→ EXERCISE REQUIREMENTS: Below are some records. Say how many of their lines include the string "none", giving only the number.

→ RECORDS SHOWN:
[Start of Attachment]

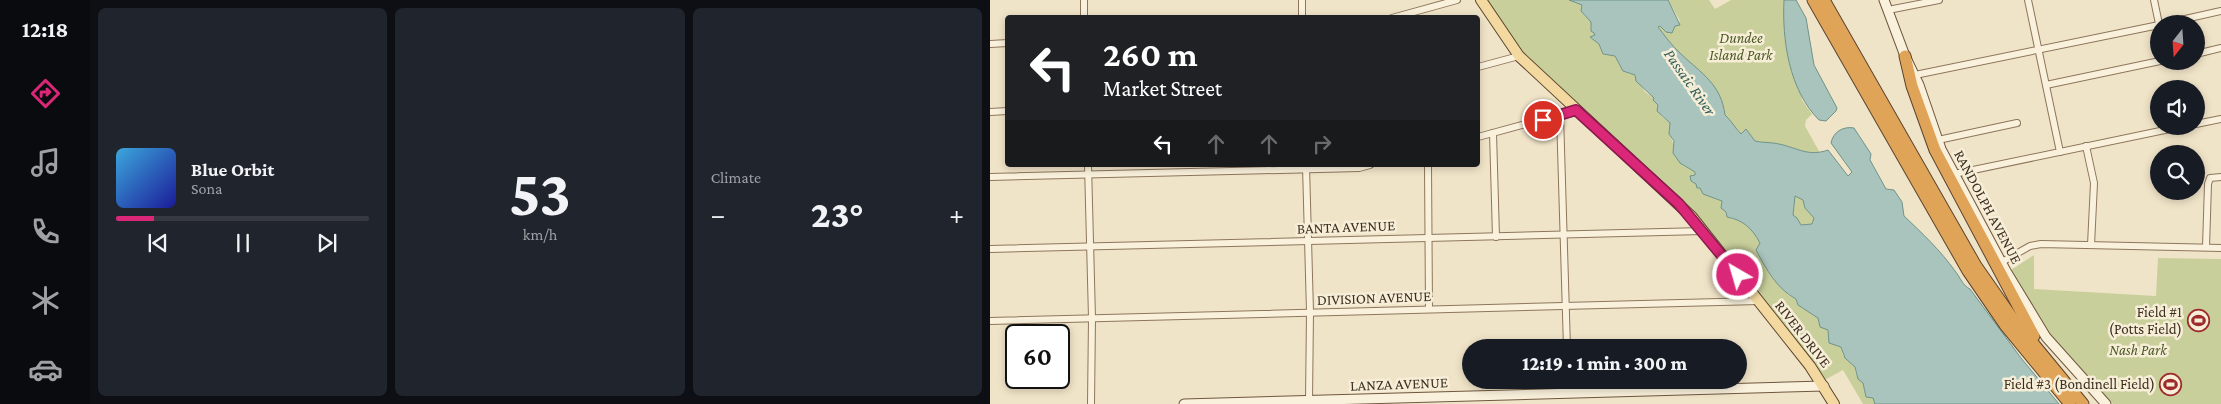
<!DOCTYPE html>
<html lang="en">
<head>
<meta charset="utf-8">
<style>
	:root { --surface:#171b24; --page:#20242c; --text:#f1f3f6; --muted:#9ea1a6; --line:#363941; --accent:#db2777 }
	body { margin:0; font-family:"Crimson Pro",serif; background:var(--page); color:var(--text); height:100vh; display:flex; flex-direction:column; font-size:19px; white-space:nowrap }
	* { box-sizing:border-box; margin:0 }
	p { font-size:16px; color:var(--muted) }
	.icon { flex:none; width:28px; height:28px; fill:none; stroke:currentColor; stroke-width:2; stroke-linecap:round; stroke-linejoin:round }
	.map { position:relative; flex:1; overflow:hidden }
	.drawer { display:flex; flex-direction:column; gap:8px; padding:8px; background:#0d0f14; width:900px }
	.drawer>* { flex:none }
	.banner { position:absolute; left:15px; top:15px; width:475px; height:152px; border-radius:5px; box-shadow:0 2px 8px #0003; background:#202124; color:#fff; overflow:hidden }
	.needle { width:32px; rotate:197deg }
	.buttons { position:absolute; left:1160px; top:15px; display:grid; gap:10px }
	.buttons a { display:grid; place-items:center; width:55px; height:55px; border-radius:50%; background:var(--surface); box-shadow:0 2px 8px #0003; font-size:25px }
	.speed { position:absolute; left:15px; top:324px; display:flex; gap:10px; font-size:25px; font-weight:700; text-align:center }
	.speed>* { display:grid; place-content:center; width:65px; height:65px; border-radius:50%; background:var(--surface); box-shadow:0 2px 8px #0003; line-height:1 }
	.speed .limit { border:2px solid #111; border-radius:8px; background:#fff; color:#111 }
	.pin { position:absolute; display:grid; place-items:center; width:42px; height:42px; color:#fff; margin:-21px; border:2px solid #fff; border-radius:50%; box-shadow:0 1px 5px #0007 }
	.me { position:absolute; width:55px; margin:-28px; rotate:322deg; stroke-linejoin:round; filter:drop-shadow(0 0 4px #0008) }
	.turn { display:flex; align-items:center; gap:18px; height:105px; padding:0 15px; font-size:22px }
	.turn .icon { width:65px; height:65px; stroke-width:2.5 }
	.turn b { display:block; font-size:35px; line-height:42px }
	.lanes { display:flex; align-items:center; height:48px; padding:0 15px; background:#0003; justify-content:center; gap:25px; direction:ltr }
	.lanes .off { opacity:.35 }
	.big { font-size:38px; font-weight:800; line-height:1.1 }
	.drawer .card { flex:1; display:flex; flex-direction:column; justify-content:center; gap:8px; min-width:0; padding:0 18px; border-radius:8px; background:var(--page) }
	.drawer .dial { align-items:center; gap:0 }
	.dial b { font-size:65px; line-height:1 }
	.song { display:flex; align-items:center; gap:15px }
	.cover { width:60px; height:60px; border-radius:8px; background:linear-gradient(135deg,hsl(200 70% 55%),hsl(240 70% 35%)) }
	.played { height:5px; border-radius:2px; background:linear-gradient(90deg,var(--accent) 15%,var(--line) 15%) }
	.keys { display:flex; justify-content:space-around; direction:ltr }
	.heat { display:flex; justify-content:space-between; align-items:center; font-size:28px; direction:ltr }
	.drawer .tiles { flex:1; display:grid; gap:8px; grid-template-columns:repeat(3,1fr) }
	.trip { position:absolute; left:472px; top:339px; width:285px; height:50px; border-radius:25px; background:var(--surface); box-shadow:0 2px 8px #0003; font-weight:800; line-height:50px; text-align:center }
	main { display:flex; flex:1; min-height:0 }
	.menu { display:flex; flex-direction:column; width:90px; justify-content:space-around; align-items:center; background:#090b0e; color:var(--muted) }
	.menu .icon { width:35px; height:35px }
	.menu .on { color:var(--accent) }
	.menu b { font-size:22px; color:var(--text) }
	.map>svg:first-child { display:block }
	.green { fill:#c9cf9b }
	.water { fill:#a9c4bc; stroke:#6f938a; fill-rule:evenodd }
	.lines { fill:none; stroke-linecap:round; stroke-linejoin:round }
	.street-casing { stroke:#8d765c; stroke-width:8 }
	.secondary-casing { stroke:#6f573f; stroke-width:11 }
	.primary-casing { stroke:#5b4430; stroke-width:12 }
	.highway-casing { stroke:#5b4430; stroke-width:13 }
	.street { stroke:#faf1dc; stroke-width:6 }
	.secondary { stroke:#faf1dc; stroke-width:9 }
	.primary { stroke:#f3d9a0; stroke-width:10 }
	.highway { stroke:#e0a458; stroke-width:11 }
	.route-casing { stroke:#8e194d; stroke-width:12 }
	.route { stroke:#db2777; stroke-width:9 }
	.labels { text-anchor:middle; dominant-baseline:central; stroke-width:5; stroke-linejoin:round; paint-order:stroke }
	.park-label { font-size:15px; font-style:italic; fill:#4d5a26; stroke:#f7eed8 }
	.street-label { font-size:15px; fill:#3d2e20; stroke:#f7eed8 }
	.poi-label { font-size:15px; fill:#3d2e20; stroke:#f7eed8; text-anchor:end }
	.water-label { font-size:16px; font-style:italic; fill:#2f5d5a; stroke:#f7eed8 }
</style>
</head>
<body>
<main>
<nav class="menu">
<b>12:18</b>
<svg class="icon on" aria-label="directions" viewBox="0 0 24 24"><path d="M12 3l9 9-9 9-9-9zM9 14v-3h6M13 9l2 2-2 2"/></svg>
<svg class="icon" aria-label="music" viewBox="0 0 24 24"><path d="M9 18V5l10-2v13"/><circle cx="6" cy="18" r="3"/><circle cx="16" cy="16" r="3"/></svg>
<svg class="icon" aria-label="phone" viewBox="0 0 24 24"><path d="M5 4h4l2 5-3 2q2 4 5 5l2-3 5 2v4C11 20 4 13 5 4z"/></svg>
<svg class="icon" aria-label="climate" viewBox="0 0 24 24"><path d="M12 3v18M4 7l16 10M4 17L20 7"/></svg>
<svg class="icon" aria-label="car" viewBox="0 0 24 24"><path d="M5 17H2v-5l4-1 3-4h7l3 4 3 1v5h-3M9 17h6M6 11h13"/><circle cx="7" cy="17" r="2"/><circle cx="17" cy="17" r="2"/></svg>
</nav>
<section class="drawer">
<div class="tiles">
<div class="card">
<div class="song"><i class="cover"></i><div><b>Blue Orbit</b><p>Sona</p></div></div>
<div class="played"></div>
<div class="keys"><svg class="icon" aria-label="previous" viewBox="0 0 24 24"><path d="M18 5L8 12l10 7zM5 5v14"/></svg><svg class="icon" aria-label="pause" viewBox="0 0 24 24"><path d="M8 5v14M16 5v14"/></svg><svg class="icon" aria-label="next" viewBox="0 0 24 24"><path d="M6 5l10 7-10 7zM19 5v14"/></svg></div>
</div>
<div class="card dial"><b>53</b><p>km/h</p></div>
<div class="card"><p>Climate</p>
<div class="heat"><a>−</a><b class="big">23°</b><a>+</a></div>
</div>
</div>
</section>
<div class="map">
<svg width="1231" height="404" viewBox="0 0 1231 404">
	<rect width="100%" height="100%" fill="#f0e4c8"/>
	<!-- green -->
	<g class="green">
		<path d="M491,0H579L592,5L591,11L601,22L605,35L601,37L609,44L613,54L625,56L633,71L645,75L655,92L664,98L663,100L668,105L671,116L680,123L679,134L694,166L705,172L702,181L710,187L713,194L732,201L737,217L754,222L766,235L798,295L806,299L808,305L828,318L829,324L838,330V339L841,343L851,347L853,355L865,367L866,374L873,383L876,397L883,398L885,404H873L853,370L831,382L713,231L529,56Z"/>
		<path d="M678,0H719L725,9L741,0H794L812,100L822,114L816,120L815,126L830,153H816L788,144L765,141L751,134L735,115C731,88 709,72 690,54C682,46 675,36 668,27L670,26L676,31L684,27L690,21Z"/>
		<path d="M804,195L813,200L815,208L824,218L822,224L811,225L807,218L802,216Z"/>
		<path d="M1044,255V289L1166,296L1168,258L1231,259V404H1123L1070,347L1043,313L1021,270Z"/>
	</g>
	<!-- water -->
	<g class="water">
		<path d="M579,0H678L690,25L685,26L682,33L676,32L670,26L668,27C675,36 682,46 691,54C712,74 731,84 735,115C741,120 745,128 751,134L756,129L765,141C773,143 781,142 789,144C808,148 818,157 838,150L858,176L862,172L841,143C843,132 853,126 864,128L881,154L880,160L896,189L904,190L912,202L914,216C932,233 951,251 965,271C970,277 973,286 980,289L1031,358L1069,404H885L883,398L876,397L873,383L868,379L865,367L855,358L851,347L839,343L838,330L830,327L828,318L808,305L806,299C787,289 776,269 766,250L770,243C762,228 753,220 737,217L736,212L731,208L732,201L713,194L710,188H707L706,184L701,181L700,176L705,175V172L690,163L683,153L684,141L679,134L680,123L667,111L668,105L663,100L664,98L646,81L645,75L633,71L625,56L613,54L609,44L600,37L605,35L604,33L601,31V22L591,11L592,5ZM805,196L813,200L815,208L824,218L822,224L811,225L807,218L803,215Z"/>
		<path d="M794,0H806L816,18L824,65L847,108L846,111L836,121L829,120C799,90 792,40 794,0Z"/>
	</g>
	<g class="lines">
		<defs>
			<g id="street">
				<path d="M94,0V18"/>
				<path d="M312,0V18"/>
				<path d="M1038,0L1070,152"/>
				<path d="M1164,0L1169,24"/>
				<path d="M898,10L949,0"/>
				<path d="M402,18L467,0"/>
				<path d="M1173,24L1231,11"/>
				<path d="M0,44L18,43"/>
				<path d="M1206,54L1231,48"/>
				<path d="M488,67L529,56"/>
				<path d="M925,75L1169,25"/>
				<path d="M1056,85L1170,61"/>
				<path d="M0,112L18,111"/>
				<path d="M570,115L577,348"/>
				<path d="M1206,124L1231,119"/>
				<path d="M503,133L506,237"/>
				<path d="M488,137L587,110"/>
				<path d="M948,140L1027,123"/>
				<path d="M1096,146L1104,183L1101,245"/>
				<path d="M98,165L102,318L101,404"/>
				<path d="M438,165L439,309"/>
				<path d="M316,166L320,312L319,401"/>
				<path d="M964,174L1194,126"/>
				<path d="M0,177L369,168L380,165"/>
				<path d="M1216,247L1218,184L1220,178L1231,177"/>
				<path d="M0,249L713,231"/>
				<path d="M1012,262L1040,246L1051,244L1231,248"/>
				<path d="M0,321L769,301"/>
				<path d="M578,380L579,393"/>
			</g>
			<g id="secondary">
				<path d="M894,0L915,56L929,85L951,149L1016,271L1056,337L1116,404"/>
				<path d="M194,404L834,386"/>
			</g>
			<path id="primary" d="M491,0L529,56L702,217L820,366L844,404"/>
			<g id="highway">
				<path d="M823,0L978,271L1015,325L1080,404"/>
				<path d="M834,0L986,266L1023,319L1093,404"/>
				<path d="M915,56L922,86L945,150L1044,336"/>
			</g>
		</defs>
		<!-- street casing -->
		<use href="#street" class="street-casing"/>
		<!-- secondary casing -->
		<use href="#secondary" class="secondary-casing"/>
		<!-- primary casing -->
		<use href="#primary" class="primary-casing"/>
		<!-- highway casing -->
		<use href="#highway" class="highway-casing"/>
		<!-- street -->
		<use href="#street" class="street"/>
		<!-- secondary -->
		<use href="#secondary" class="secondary"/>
		<!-- primary -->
		<use href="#primary" class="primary"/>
		<!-- highway -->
		<use href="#highway" class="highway"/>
	</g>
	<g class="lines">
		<defs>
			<path id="route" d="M553,120L586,110L689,204L748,275"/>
		</defs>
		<!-- route casing -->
		<use href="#route" class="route-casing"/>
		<!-- route -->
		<use href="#route" class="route"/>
	</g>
	<!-- icons -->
	<defs>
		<symbol id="stadium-ring" viewBox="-11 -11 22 22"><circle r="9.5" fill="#f7eed8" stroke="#9e2a2b" stroke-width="1.5"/><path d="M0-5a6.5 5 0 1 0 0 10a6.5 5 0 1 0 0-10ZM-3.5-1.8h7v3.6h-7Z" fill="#9e2a2b"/></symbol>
	</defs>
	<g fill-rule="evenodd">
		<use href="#stadium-ring" x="1196" y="308" width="25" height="25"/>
		<use href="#stadium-ring" x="1168" y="372" width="25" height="25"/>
	</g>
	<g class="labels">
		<!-- park labels -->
		<g class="park-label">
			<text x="751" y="38">Dundee<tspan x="751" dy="17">Island Park</tspan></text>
			<text x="1148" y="350">Nash Park</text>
		</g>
		<!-- street labels -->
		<g class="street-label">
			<text transform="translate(998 207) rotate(62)">RANDOLPH AVENUE</text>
			<text transform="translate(356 227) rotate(-2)">BANTA AVENUE</text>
			<text transform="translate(384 298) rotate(-2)">DIVISION AVENUE</text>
			<text transform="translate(813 334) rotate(52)">RIVER DRIVE</text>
			<text transform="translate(409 384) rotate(-2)">LANZA AVENUE</text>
		</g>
		<!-- poi labels -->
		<g class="poi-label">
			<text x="1192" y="312">Field #1<tspan x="1192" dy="17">(Potts Field)</tspan></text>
			<text x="1165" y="384">Field #3 (Bondinell Field)</text>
		</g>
		<!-- water labels -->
		<g class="water-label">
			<text transform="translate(700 82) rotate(55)">Passaic River</text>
		</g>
	</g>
</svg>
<div class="buttons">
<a><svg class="needle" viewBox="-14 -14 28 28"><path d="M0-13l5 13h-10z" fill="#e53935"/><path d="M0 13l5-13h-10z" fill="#9ea1a6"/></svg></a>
<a><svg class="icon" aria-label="sound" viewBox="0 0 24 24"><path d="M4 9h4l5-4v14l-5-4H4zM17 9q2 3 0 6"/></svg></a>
<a><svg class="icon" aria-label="search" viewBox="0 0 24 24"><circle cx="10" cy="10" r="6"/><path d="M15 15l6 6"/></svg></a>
</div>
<div class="speed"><div class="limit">60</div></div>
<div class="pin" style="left:553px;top:120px;background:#d93025"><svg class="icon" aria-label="arrive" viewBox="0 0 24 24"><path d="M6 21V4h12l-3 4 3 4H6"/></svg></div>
<svg class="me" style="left:748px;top:275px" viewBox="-20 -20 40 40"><circle r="17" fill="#db2777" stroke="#fff" stroke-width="3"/><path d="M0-11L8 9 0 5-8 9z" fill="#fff"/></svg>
<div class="trip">12:19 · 1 min · 300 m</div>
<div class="banner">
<div class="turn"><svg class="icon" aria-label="left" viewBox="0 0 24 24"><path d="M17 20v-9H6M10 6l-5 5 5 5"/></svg><div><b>260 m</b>Market Street</div></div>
<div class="lanes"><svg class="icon" aria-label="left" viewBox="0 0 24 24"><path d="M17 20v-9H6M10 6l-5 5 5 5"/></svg><svg class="icon off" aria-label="ahead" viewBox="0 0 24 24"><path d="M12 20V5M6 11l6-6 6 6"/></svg><svg class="icon off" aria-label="ahead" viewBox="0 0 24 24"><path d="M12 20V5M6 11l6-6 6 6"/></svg><svg class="icon off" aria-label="right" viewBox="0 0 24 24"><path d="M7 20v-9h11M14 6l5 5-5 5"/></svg></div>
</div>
</div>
</main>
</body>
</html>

[End of Attachment]

→ RESPONSE: 3